◆ **Stored data entries**:
################

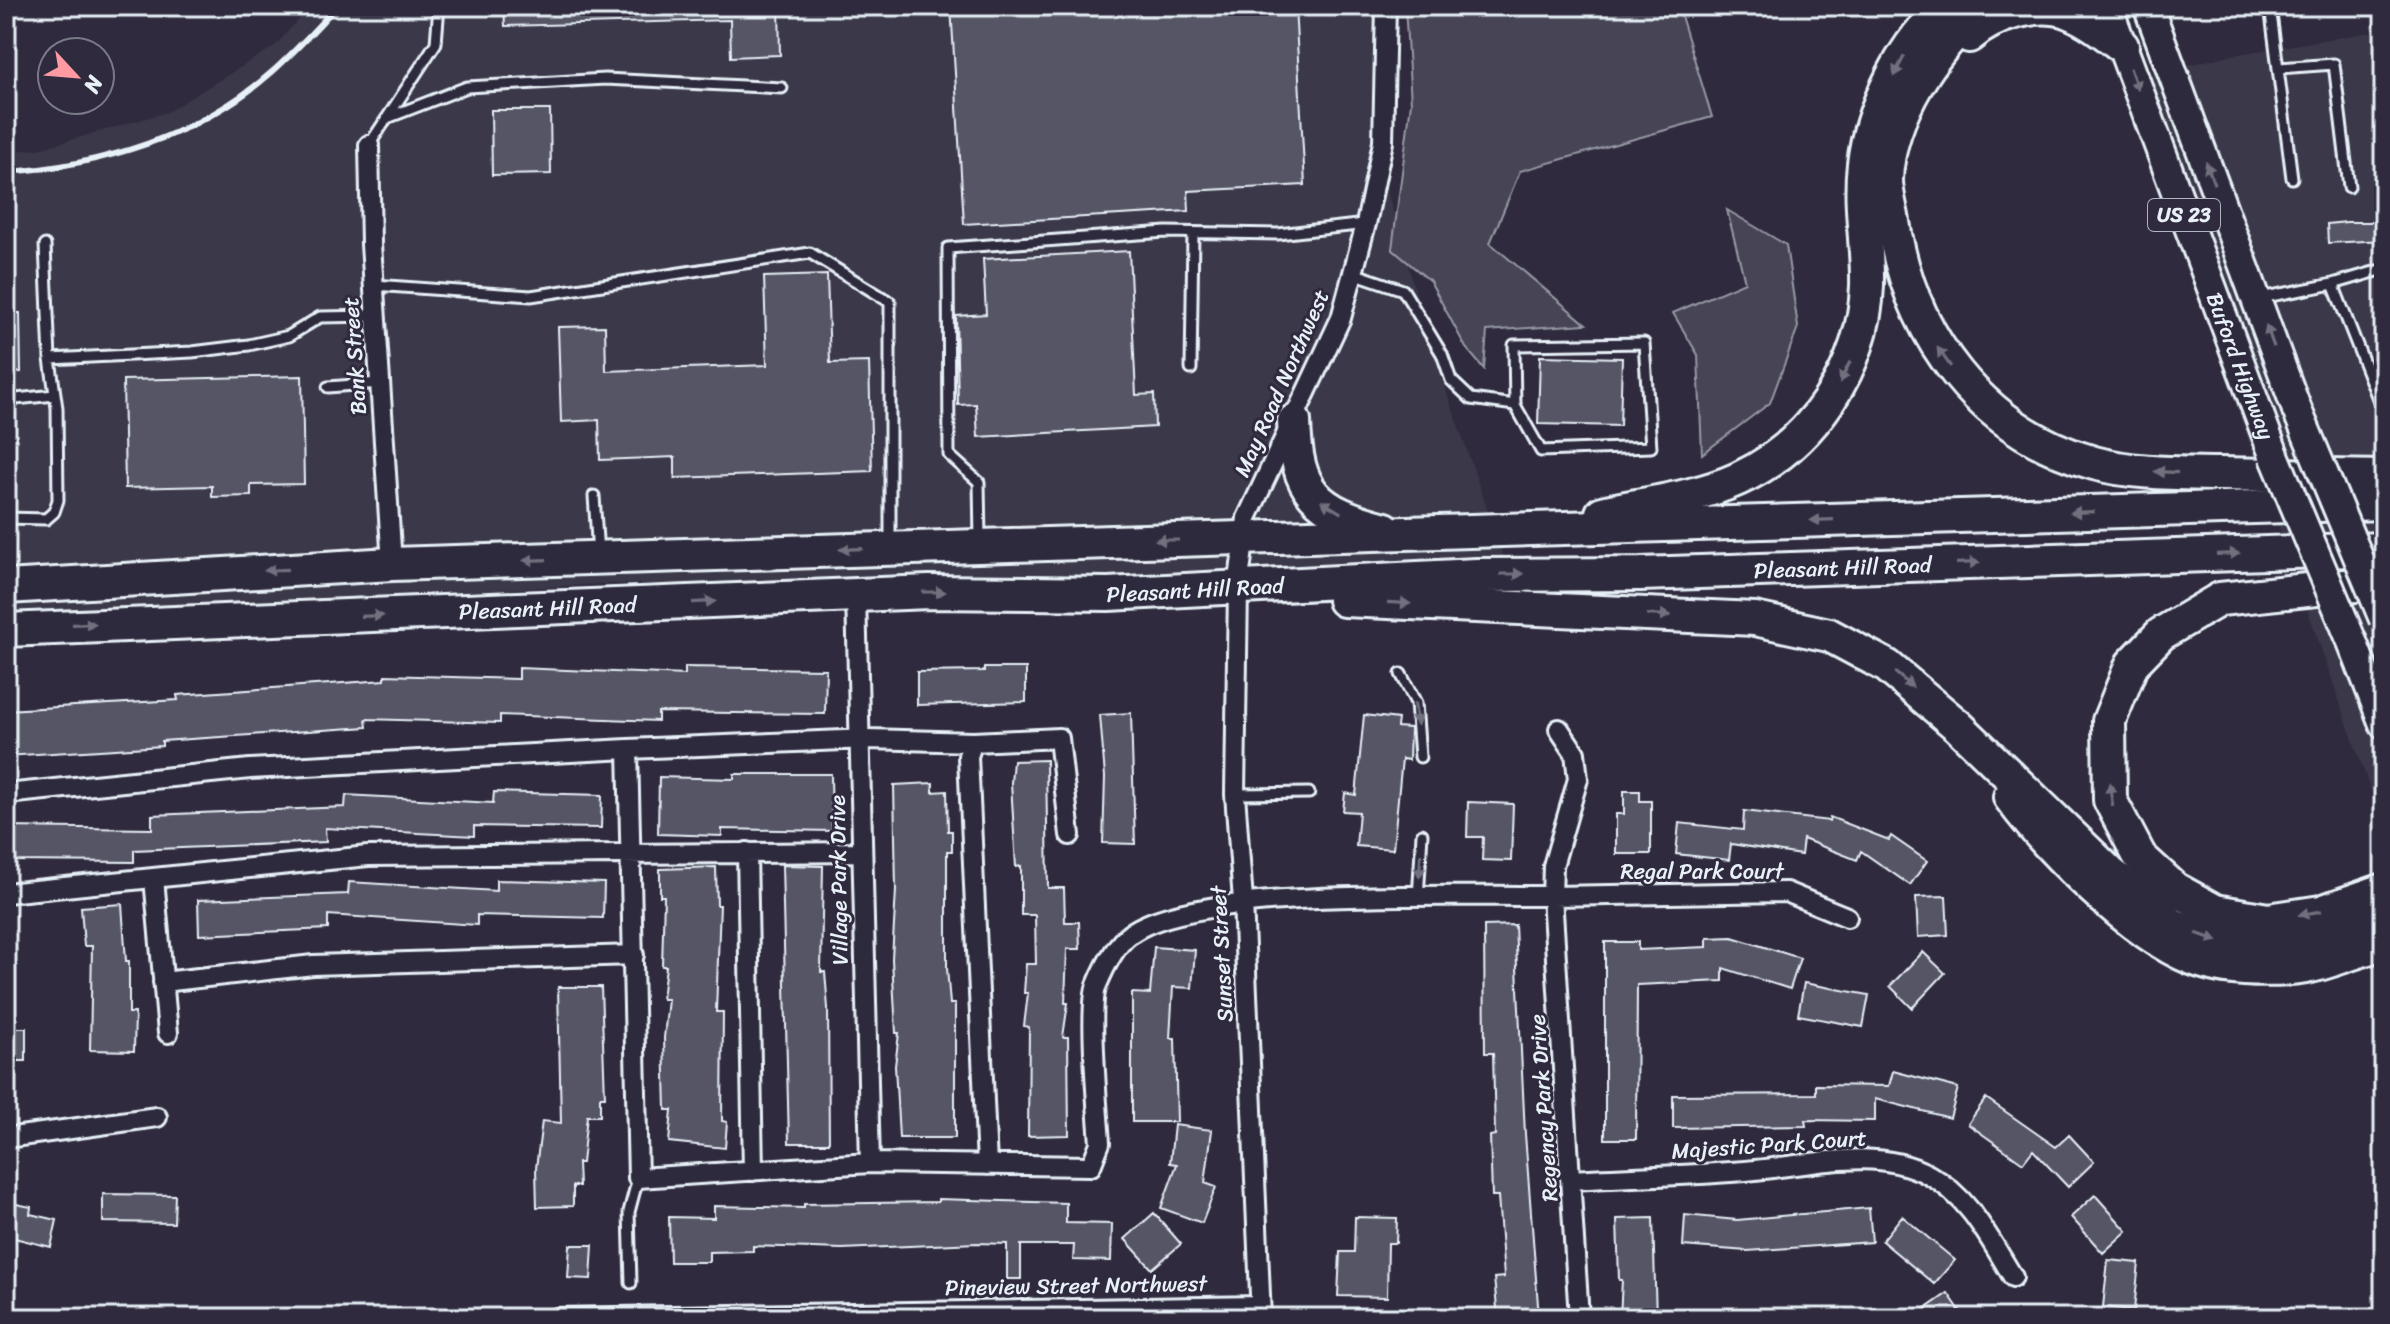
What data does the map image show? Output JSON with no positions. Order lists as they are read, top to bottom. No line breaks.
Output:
{"streets":{"highway":["Pleasant Hill Road"],"main road":["US 23","Buford Highway"],"street":["Bank Street","May Road Northwest","Regal Park Court","Village Park Drive","Sunset Street","Regency Park Drive","Majestic Park Court","Pineview Street Northwest"]},"crossings":[["Bank Street","Pleasant Hill Road"],["May Road Northwest","Pleasant Hill Road"],["May Road Northwest","Sunset Street"],["Pleasant Hill Road","Village Park Drive"],["Pleasant Hill Road","Sunset Street"],["Regal Park Court","Regency Park Drive"],["Sunset Street","Pineview Street Northwest"],["Regency Park Drive","Majestic Park Court"]],"north":"bottom right"}
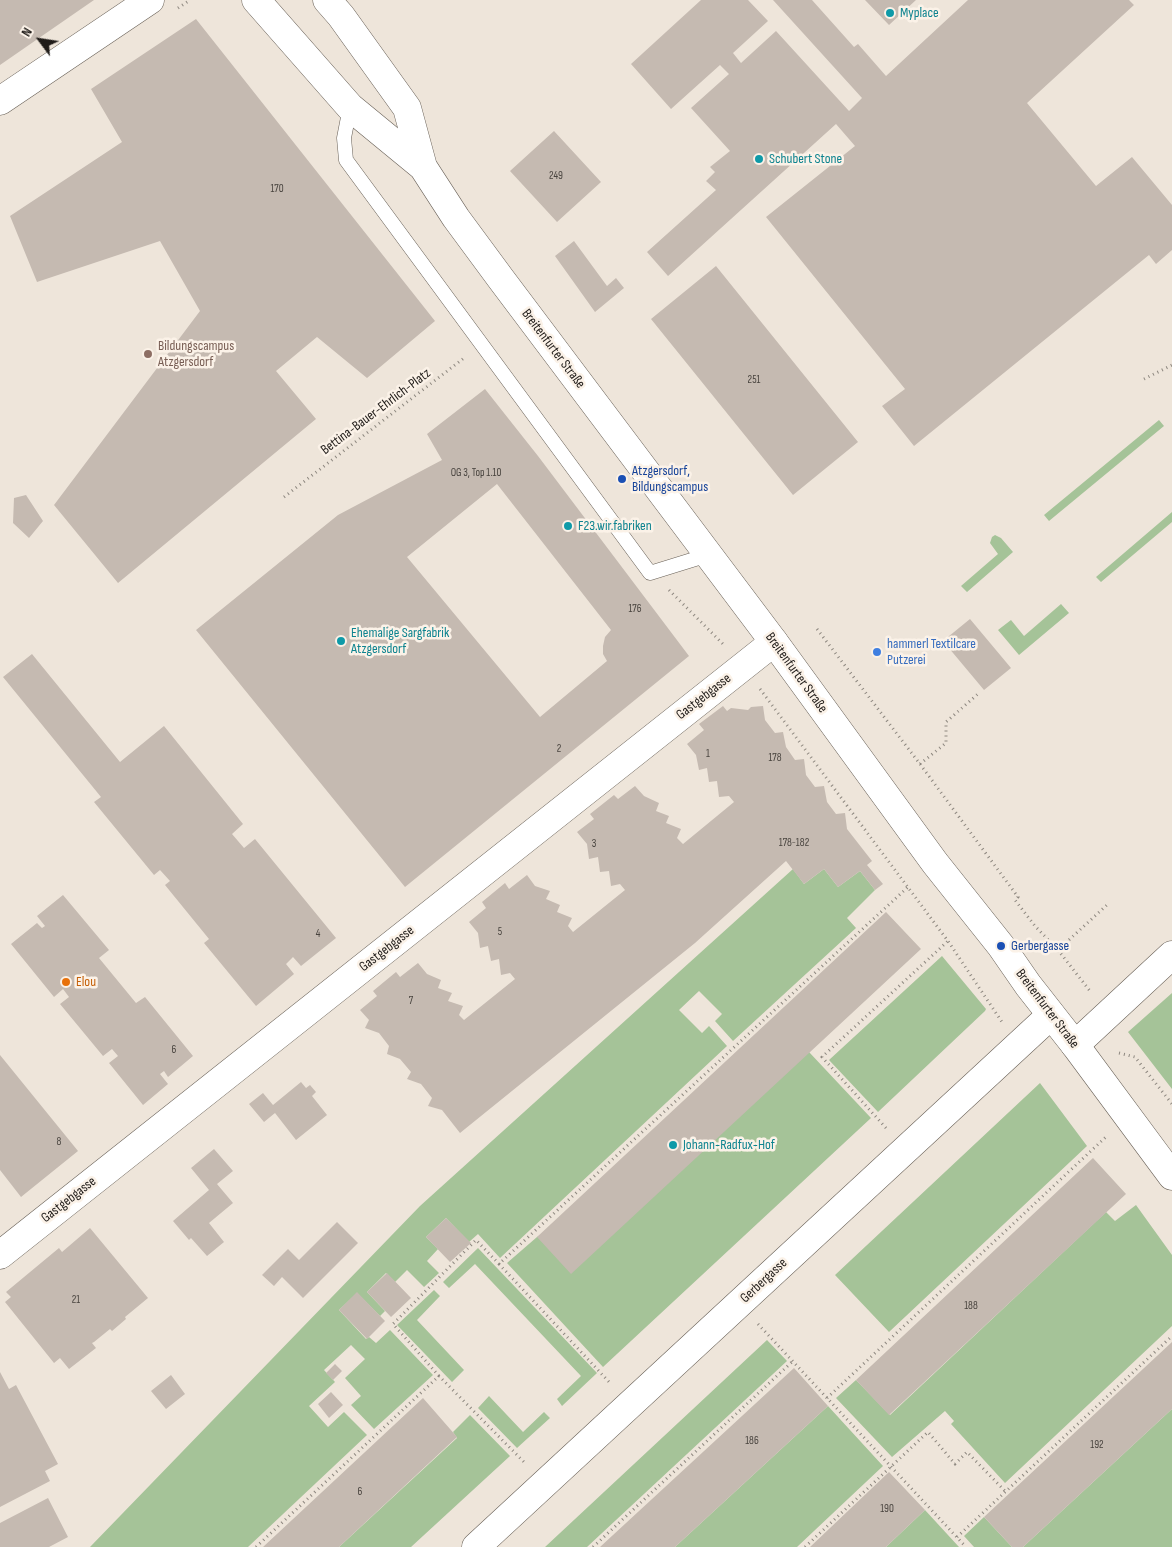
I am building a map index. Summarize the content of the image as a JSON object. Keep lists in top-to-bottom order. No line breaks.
{"streets":{"street":["Breitenfurter Straße","Gastgebgasse","Gerbergasse"],"path":["Bettina-Bauer-Ehrlich-Platz"]},"crossings":[["Breitenfurter Straße","Gastgebgasse"],["Breitenfurter Straße","Gerbergasse"]],"places":["Myplace","Schubert Stone","Bildungscampus Atzgersdorf","Atzgersdorf, Bildungscampus","F23.wir.fabriken","Ehemalige Sargfabrik Atzgersdorf","hammerl Textilcare Putzerei","Gerbergasse","Elou","Johann-Radfux-Hof"],"house_numbers":["249","170","251","OG 3, Top 1.10","176","2","1","178","178-182","3","5","4","7","6","8","21","188","186","192","6","190"],"north":"top left"}
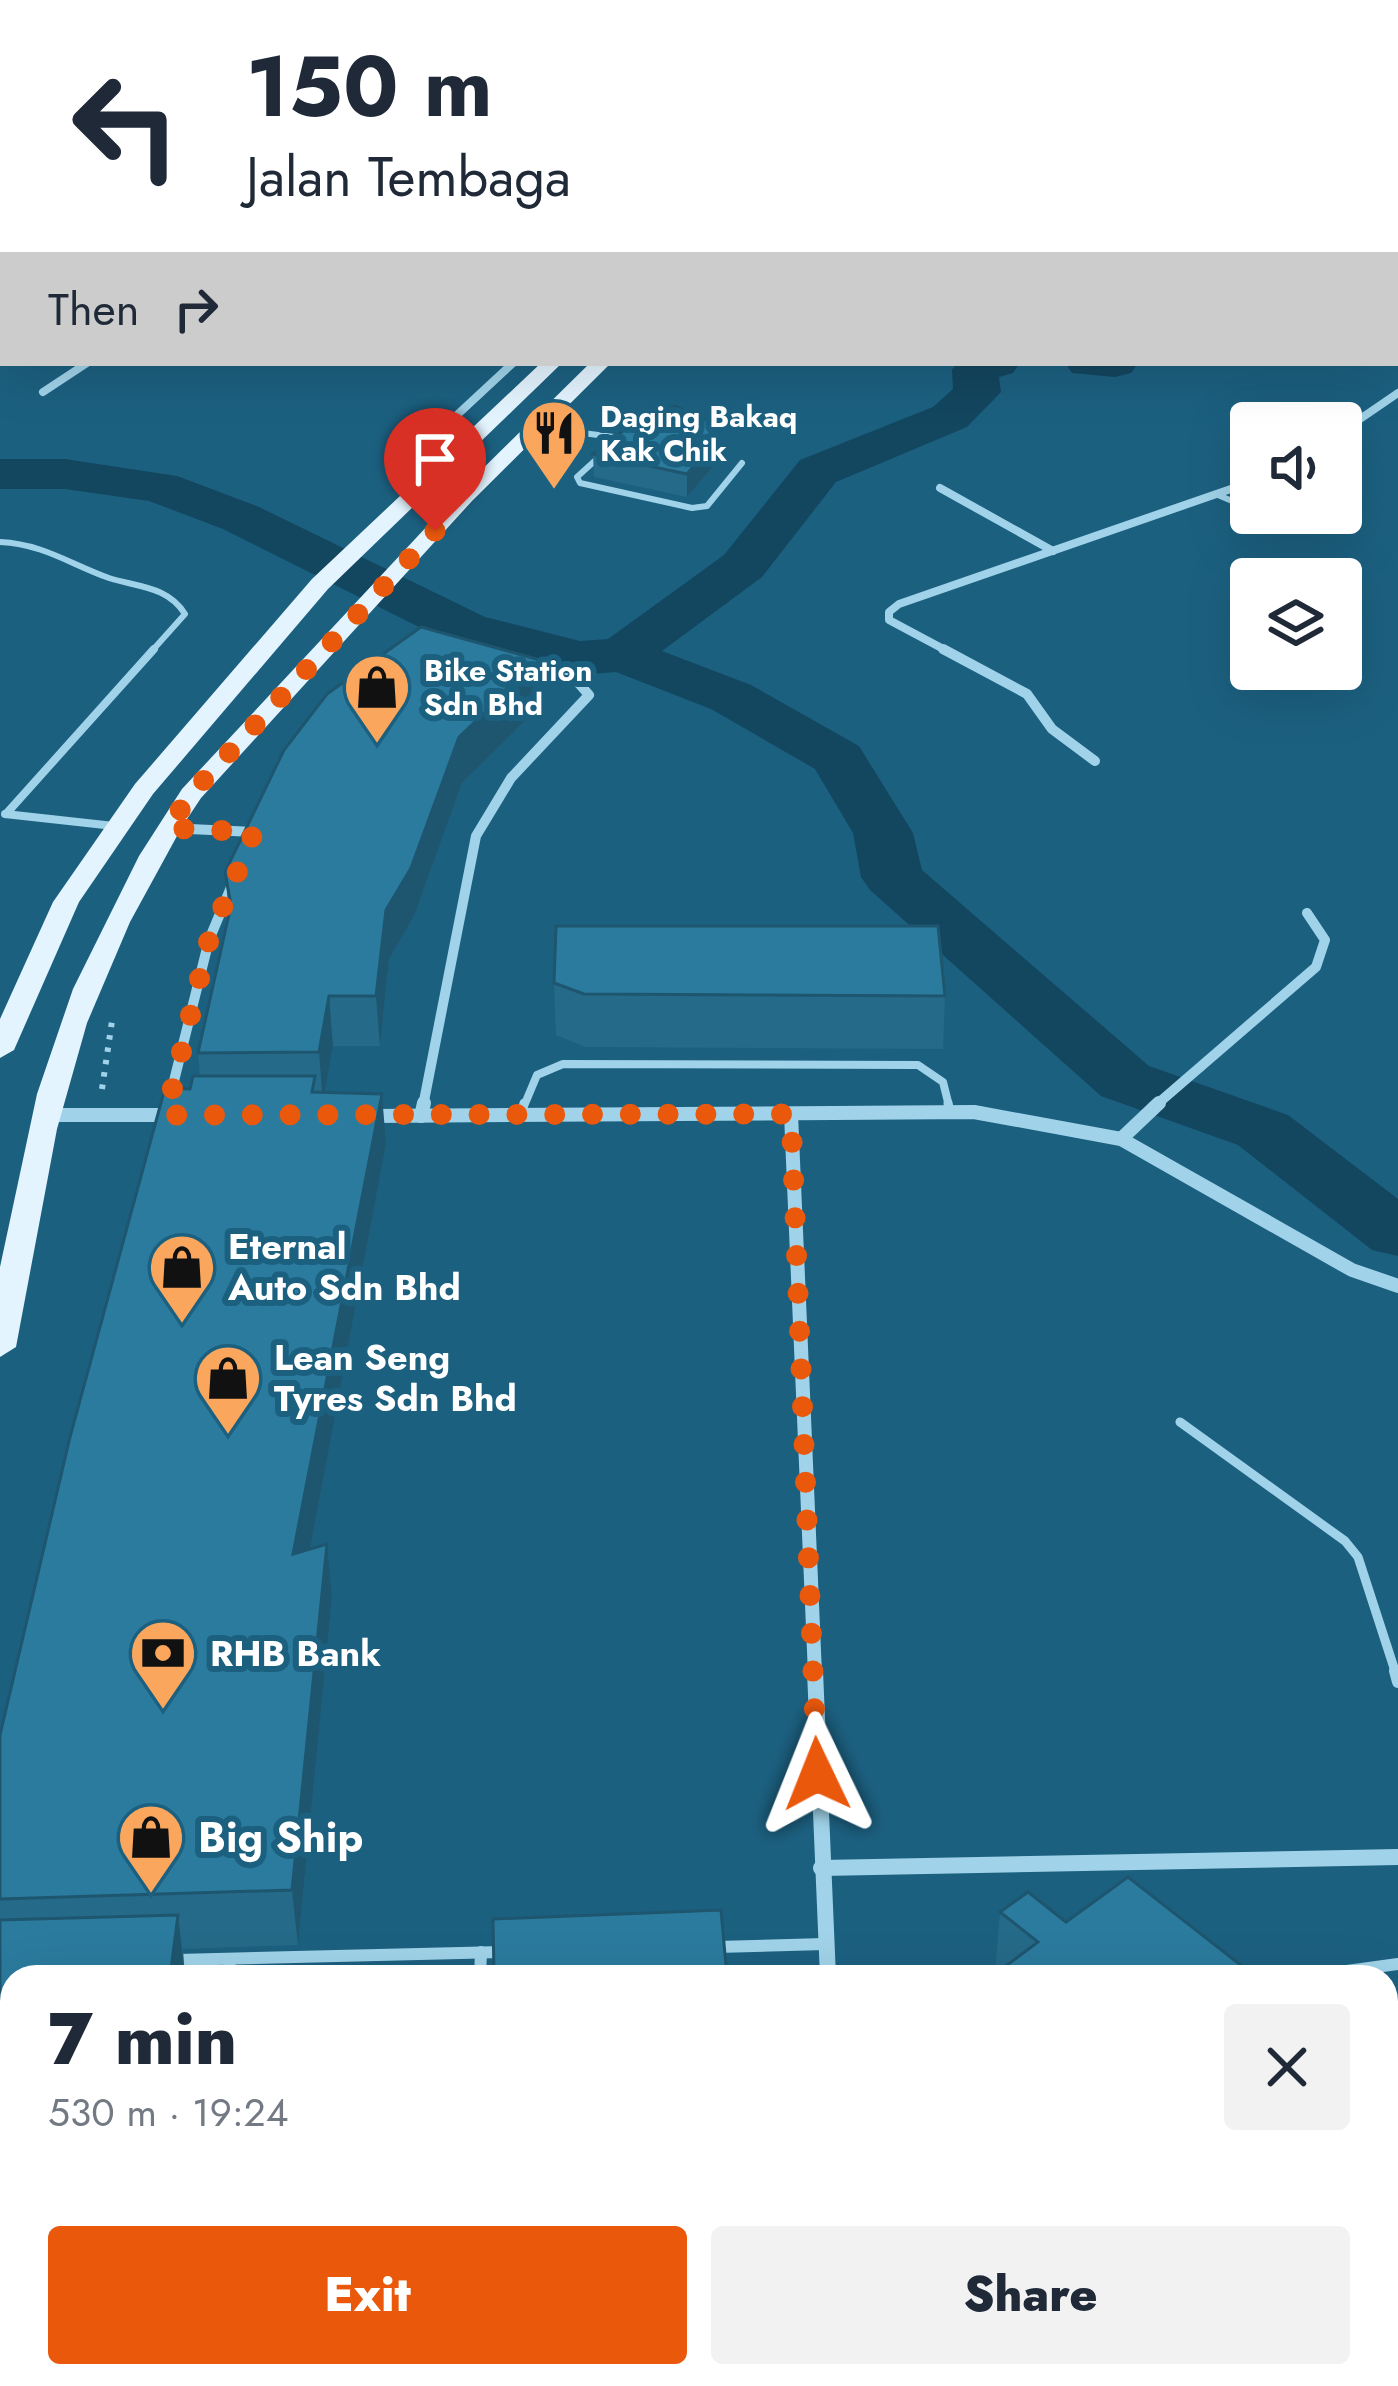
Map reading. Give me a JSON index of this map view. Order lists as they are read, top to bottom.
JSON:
{
  "places": {
    "restaurant": ["Daging Bakaq Kak Chik"],
    "shop": [
      "Bike Station Sdn Bhd",
      "Eternal Auto Sdn Bhd",
      "Lean Seng Tyres Sdn Bhd",
      "Big Ship"
    ],
    "bank": ["RHB Bank"]
  },
  "page": {
    "turn": ["150 m", "Jalan Tembaga"],
    "then": "Then",
    "heading": ["7 min", "530 m · 19:24"],
    "buttons": ["Exit", "Share"]
  }
}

################

◆ **PROBLEM STATEMENT**:
Quote each entry above verbatim and drop the pictures.

◆ **SOLUTION**:
What data does the map image show? Output JSON with no positions. Order lists as they are read, top to bottom. No line breaks.
Output:
{"streets":{"highway":["Pleasant Hill Road"],"main road":["US 23","Buford Highway"],"street":["Bank Street","May Road Northwest","Regal Park Court","Village Park Drive","Sunset Street","Regency Park Drive","Majestic Park Court","Pineview Street Northwest"]},"crossings":[["Bank Street","Pleasant Hill Road"],["May Road Northwest","Pleasant Hill Road"],["May Road Northwest","Sunset Street"],["Pleasant Hill Road","Village Park Drive"],["Pleasant Hill Road","Sunset Street"],["Regal Park Court","Regency Park Drive"],["Sunset Street","Pineview Street Northwest"],["Regency Park Drive","Majestic Park Court"]],"north":"bottom right"}
I am building a map index. Summarize the content of the image as a JSON object. Keep lists in top-to-bottom order. No line breaks.
{"streets":{"street":["Breitenfurter Straße","Gastgebgasse","Gerbergasse"],"path":["Bettina-Bauer-Ehrlich-Platz"]},"crossings":[["Breitenfurter Straße","Gastgebgasse"],["Breitenfurter Straße","Gerbergasse"]],"places":["Myplace","Schubert Stone","Bildungscampus Atzgersdorf","Atzgersdorf, Bildungscampus","F23.wir.fabriken","Ehemalige Sargfabrik Atzgersdorf","hammerl Textilcare Putzerei","Gerbergasse","Elou","Johann-Radfux-Hof"],"house_numbers":["249","170","251","OG 3, Top 1.10","176","2","1","178","178-182","3","5","4","7","6","8","21","188","186","192","6","190"],"north":"top left"}
Map reading. Give me a JSON index of this map view. Order lists as they are read, top to bottom.
JSON:
{
  "places": {
    "restaurant": ["Daging Bakaq Kak Chik"],
    "shop": [
      "Bike Station Sdn Bhd",
      "Eternal Auto Sdn Bhd",
      "Lean Seng Tyres Sdn Bhd",
      "Big Ship"
    ],
    "bank": ["RHB Bank"]
  },
  "page": {
    "turn": ["150 m", "Jalan Tembaga"],
    "then": "Then",
    "heading": ["7 min", "530 m · 19:24"],
    "buttons": ["Exit", "Share"]
  }
}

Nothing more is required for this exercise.